International Education and Economic Growth


  • Jan Bergerhoff
  • Philipp Seegers



Education, Education, Education. With this slogan the British Prime Minister Tony Blair set out his priorities for office in 2007. Indeed, many governments have now formulated the need for greater education spending and try to facilitate international exchange. The idea is that education is an investment that pays off in the long run through higher economic growth on a path towards a “knowledge society”. Economists, for a long time, have tried to capture the effect of education on growth and introduced the idea into a series of models, which go back to the Solow model. While these models manage to capture a broad range of the features associated with education, such as positive externalities and opportunity costs included in Lucas (1988) or the necessary monetary investment in Mankiw et al. (1992), they have not yet attempted to embrace international education.

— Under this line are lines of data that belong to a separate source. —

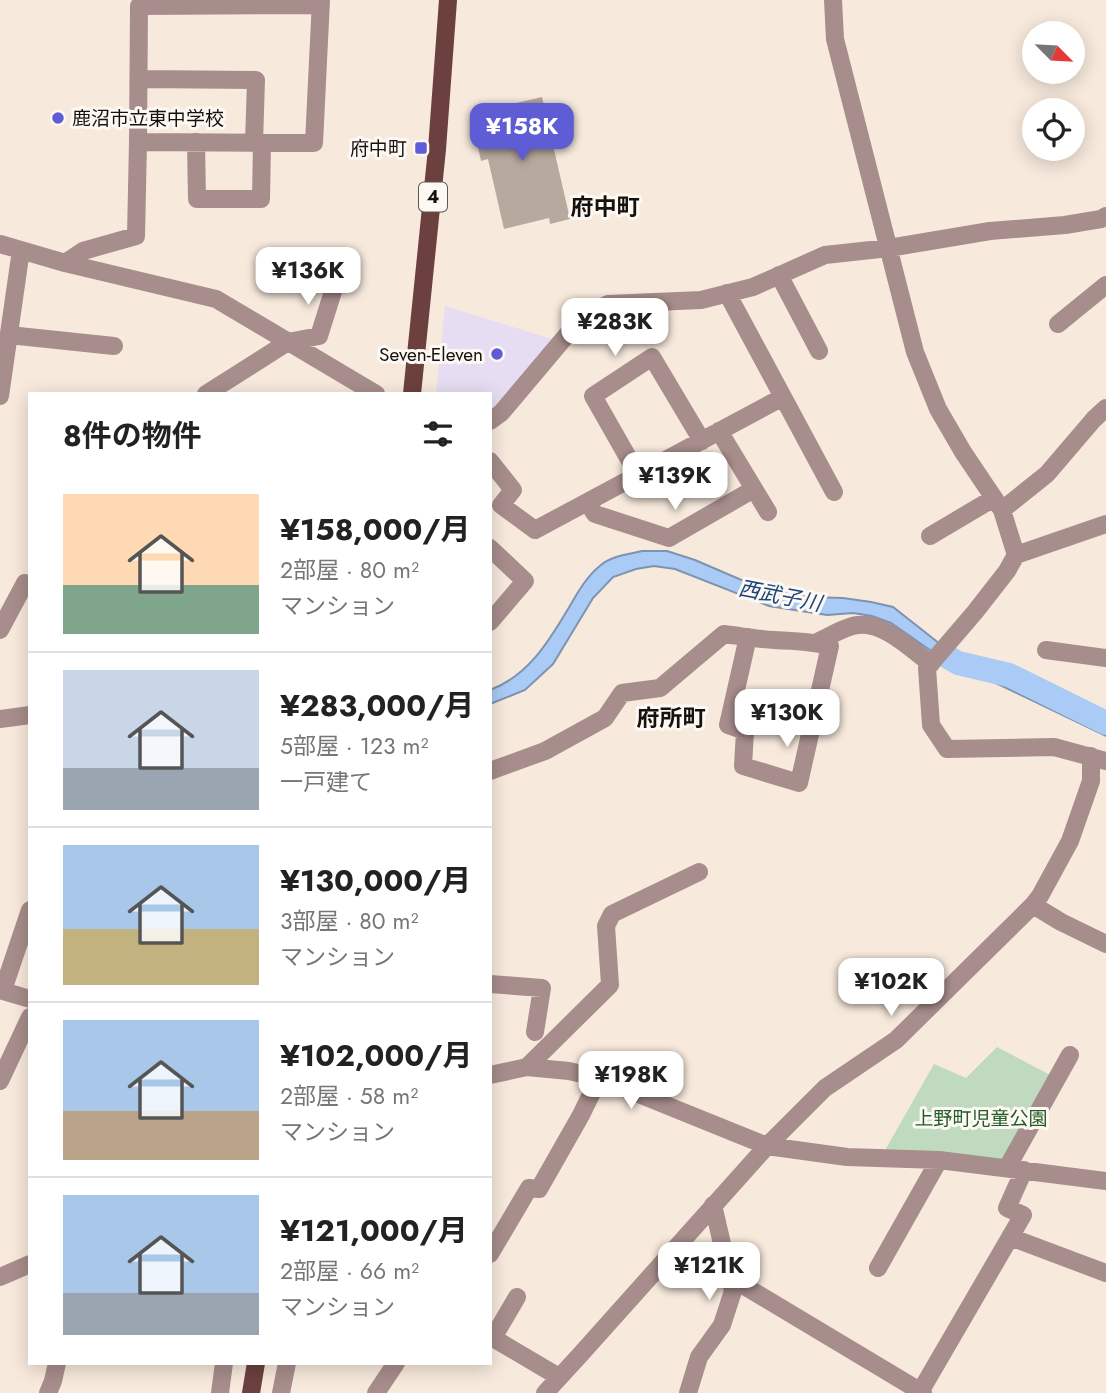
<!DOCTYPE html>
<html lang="ja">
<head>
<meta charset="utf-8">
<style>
  body { margin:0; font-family:Jost,"Noto Sans JP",sans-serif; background:#f6f6f6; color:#222; height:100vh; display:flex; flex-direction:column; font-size:26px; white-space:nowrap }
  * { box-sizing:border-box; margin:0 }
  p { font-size:23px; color:#767676 }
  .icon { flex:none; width:38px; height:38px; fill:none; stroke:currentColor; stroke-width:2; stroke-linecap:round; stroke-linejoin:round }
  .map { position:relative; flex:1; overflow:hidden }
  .drawer { position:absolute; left:28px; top:392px; width:464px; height:973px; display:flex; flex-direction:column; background:#fff; border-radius:0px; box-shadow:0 4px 18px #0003 }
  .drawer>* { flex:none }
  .needle { width:46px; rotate:114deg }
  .tools { position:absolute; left:1022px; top:21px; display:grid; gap:14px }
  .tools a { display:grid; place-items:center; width:63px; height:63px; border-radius:50%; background:#fff; box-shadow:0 4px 18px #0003; font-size:35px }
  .price { position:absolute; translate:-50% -60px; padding:0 16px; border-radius:14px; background:#fff; color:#222; font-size:23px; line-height:46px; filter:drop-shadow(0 2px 4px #0008) }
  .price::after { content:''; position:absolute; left:50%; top:42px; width:21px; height:16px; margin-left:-10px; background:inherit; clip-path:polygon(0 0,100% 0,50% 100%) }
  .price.active { background:#5e5dd6; color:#fff }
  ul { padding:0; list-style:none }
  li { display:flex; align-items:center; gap:21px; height:175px; padding:0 35px }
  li+li { border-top:2px solid #e0e0e0 }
  li span { display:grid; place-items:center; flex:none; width:196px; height:140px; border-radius:0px; color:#555 }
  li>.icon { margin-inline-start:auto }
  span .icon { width:84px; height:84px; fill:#fffc; stroke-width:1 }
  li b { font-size:30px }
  h2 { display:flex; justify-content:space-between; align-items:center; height:84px; padding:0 35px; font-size:30px }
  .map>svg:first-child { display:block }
</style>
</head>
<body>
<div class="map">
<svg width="1106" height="1393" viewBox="0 0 1106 1393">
  <rect width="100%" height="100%" fill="#f7e9dc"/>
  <path fill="#e6ddf2" d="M445 306 552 339 492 410 490 411V394H436Z"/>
  <path fill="#bfdabf" d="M997 1047 1052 1076 1002 1162 884 1152 934 1064 966 1078Z"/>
  <path fill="#a9cbf6" stroke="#7d93b0" stroke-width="2" d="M642 551H667L695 560 760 588 807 597 843 598 871 602 893 607 959 659 983 670 1009 675 1042 696 1106 718V736L1000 685 947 662 891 623 872 616 853 613 827 615 769 606 675 569 654 566 636 569 613 577 593 598 553 664 525 690 490 704V690C530 675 550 639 571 604 579 590 588 575 601 565 611 556 629 554 642 551Z"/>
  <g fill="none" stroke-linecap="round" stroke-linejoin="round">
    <path stroke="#a9cbf6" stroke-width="24" d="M946 656 958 663 1009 675 1106 723"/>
  </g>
  <path fill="#b8a99e" d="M542 97 570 219 550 224 549 218 504 229 488 159 481 161 474 128 483 126 479 112Z"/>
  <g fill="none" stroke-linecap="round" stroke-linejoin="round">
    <path stroke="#a78d8c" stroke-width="18" d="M833 0 835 39 915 352 938 409 963 452 1002 510 1016 555
      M139 79 256 80 254 143
      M138 142 139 6 321 5
      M196 142 197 199H261L262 143
      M0 244 65 263 216 299 376 394
      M65 263 83 251 136 236 138 142 314 143 321 0
      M779 275 819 351
      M727 293 834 492
      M1058 324 1106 285
      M9 335 114 346
      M206 394 288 342 319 336 336 282
      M0 396 21 250
      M490 421 501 413 582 317 608 304 701 300 753 287 825 255 889 248 990 231 1065 225 1101 219 1106 216
      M719 431 768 512
      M490 461 513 490 501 505 535 530 783 397
      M638 475 593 396 652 357 702 441
      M587 502 595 514 669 538 754 489
      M1002 510 1047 474 1094 419 1106 408
      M1106 524 1016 555 1007 571 975 612 927 668 931 725 947 749 1054 747 1106 761
      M930 536 994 498
      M490 548 525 581 490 622
      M0 630 25 583 30 584
      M817 642C829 637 845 626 858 625 883 621 912 650 931 664
      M1046 650 1106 658
      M0 719 30 715
      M490 771 545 751 605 718 622 693 660 688 724 634C741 636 757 639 774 640 793 641 811 641 830 646L799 783 743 766 745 731 728 725 748 637
      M1033 905 1061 922 1106 944
      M490 984 542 988 535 1032
      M0 990 30 999
      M3 990 30 910
      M527 1067 610 985 606 926 612 914 699 872
      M490 1075 527 1067 569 1071 599 1078 767 1146 847 1157 939 1160 1106 1181
      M0 1081 30 1017
      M1007 1168 1070 1055
      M1010 1237 1106 1273
      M490 1254 529 1188 539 1189 581 1115 599 1078
      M878 1268 939 1160
      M0 1277 30 1264
      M731 1278 923 1393
      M517 1297 493 1338 559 1377
      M920 1392 1023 1215 1007 1208 1024 1170
      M48 1393 53 1381 57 1363
      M220 1393 224 1363
      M281 1393 287 1363
      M376 1393 396 1363
      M545 1393 580 1355 767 1146 825 1088 896 1040 1033 905 1040 896 1070 841 1091 781V756
      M688 1393 699 1357 722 1325 733 1291 713 1205"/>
    <path stroke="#6c403f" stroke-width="18" d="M412 394 437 149 448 0
      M251 1393 256 1363"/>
  </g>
  <g fill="#5e5dd6" stroke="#fdf8f3" stroke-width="2.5">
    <circle cx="58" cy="118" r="7"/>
    <rect x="414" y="141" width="14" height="14" rx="3.5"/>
    <circle cx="497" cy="354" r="7"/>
  </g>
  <g text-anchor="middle" stroke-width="6" stroke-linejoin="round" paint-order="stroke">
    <rect fill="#fdf8f3" stroke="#5b5651" stroke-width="2" x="419" y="182.5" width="28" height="29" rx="5"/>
    <g font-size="18" font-weight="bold" fill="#15110c">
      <text x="433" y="203">4</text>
    </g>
    <g font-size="19" fill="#15110c" stroke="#fdf8f3" text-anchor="end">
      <text x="72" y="125" text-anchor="start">鹿沼市立東中学校</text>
      <text x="407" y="155">府中町</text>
      <text x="483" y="361">Seven-Eleven</text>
    </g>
    <g font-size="19" fill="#225b26" stroke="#fdf8f3">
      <text x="981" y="1125">上野町児童公園</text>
    </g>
    <g font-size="21" font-style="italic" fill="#1b477c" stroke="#fdf8f3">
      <text transform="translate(780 596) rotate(11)" y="7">西武子川</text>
    </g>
    <g font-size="23" font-weight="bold" fill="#15110c" stroke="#fdf8f3">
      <text x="605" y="215">府中町</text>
      <text x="671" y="726">府所町</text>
    </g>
  </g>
</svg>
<div class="tools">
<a><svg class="needle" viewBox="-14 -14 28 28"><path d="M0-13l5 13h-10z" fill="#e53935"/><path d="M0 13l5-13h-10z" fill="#767676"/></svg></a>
<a><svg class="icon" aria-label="locate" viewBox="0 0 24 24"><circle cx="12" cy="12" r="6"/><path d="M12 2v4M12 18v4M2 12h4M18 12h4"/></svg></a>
</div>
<b class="price active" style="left:522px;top:163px">¥158K</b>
<b class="price" style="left:308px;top:307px">¥136K</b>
<b class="price" style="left:615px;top:358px">¥283K</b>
<b class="price" style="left:675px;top:512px">¥139K</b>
<b class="price" style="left:787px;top:749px">¥130K</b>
<b class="price" style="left:891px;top:1018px">¥102K</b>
<b class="price" style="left:631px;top:1111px">¥198K</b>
<b class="price" style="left:709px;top:1302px">¥121K</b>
<section class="drawer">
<h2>8件の物件<svg class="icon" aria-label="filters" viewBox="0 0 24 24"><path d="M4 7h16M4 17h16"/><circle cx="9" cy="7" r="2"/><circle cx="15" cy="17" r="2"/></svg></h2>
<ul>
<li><span style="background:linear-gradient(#ffd9b3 65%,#7fa58c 0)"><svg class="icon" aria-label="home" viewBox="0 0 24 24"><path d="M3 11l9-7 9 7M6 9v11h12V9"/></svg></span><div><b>¥158,000/月</b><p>2部屋 · 80 m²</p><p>マンション</p></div></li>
<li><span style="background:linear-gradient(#c9d6e8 70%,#9aa5b1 0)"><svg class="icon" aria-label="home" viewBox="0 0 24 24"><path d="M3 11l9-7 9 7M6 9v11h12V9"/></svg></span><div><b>¥283,000/月</b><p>5部屋 · 123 m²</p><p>一戸建て</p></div></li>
<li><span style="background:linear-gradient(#a9c7e8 60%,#c2b280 0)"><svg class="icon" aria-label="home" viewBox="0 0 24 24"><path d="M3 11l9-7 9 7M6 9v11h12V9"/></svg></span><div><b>¥130,000/月</b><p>3部屋 · 80 m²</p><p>マンション</p></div></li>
<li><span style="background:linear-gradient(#a9c7e8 65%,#b9a48a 0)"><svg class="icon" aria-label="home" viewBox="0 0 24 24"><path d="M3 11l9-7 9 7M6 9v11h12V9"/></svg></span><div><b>¥102,000/月</b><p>2部屋 · 58 m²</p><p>マンション</p></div></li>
<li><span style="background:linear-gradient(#a9c7e8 70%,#9aa5b1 0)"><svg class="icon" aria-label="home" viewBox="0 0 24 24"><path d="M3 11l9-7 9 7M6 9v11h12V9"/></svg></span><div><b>¥121,000/月</b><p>2部屋 · 66 m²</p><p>マンション</p></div></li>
</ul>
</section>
</div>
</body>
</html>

However, international education has left the ivory tower and is becoming a mass phenomenon which can impact economic growth. Multiple interesting transformations are linked with this development. On the one hand it is engaging to ask whether the productivity of international education is large enough to justify the promotion of exchanges. Here, Economics faces the problem that its standard trade theory seems incompatible with models for international growth. The one casually assumes countries with different factor endowments trading different goods, while the other focuses on the “production” as a whole. More fundamentally, trade theory tends to be static and “non accumulative” and is therefore regarded as part of total factor productivity in growth models. Human Capital, however, is accumulating and should thus be treated differently.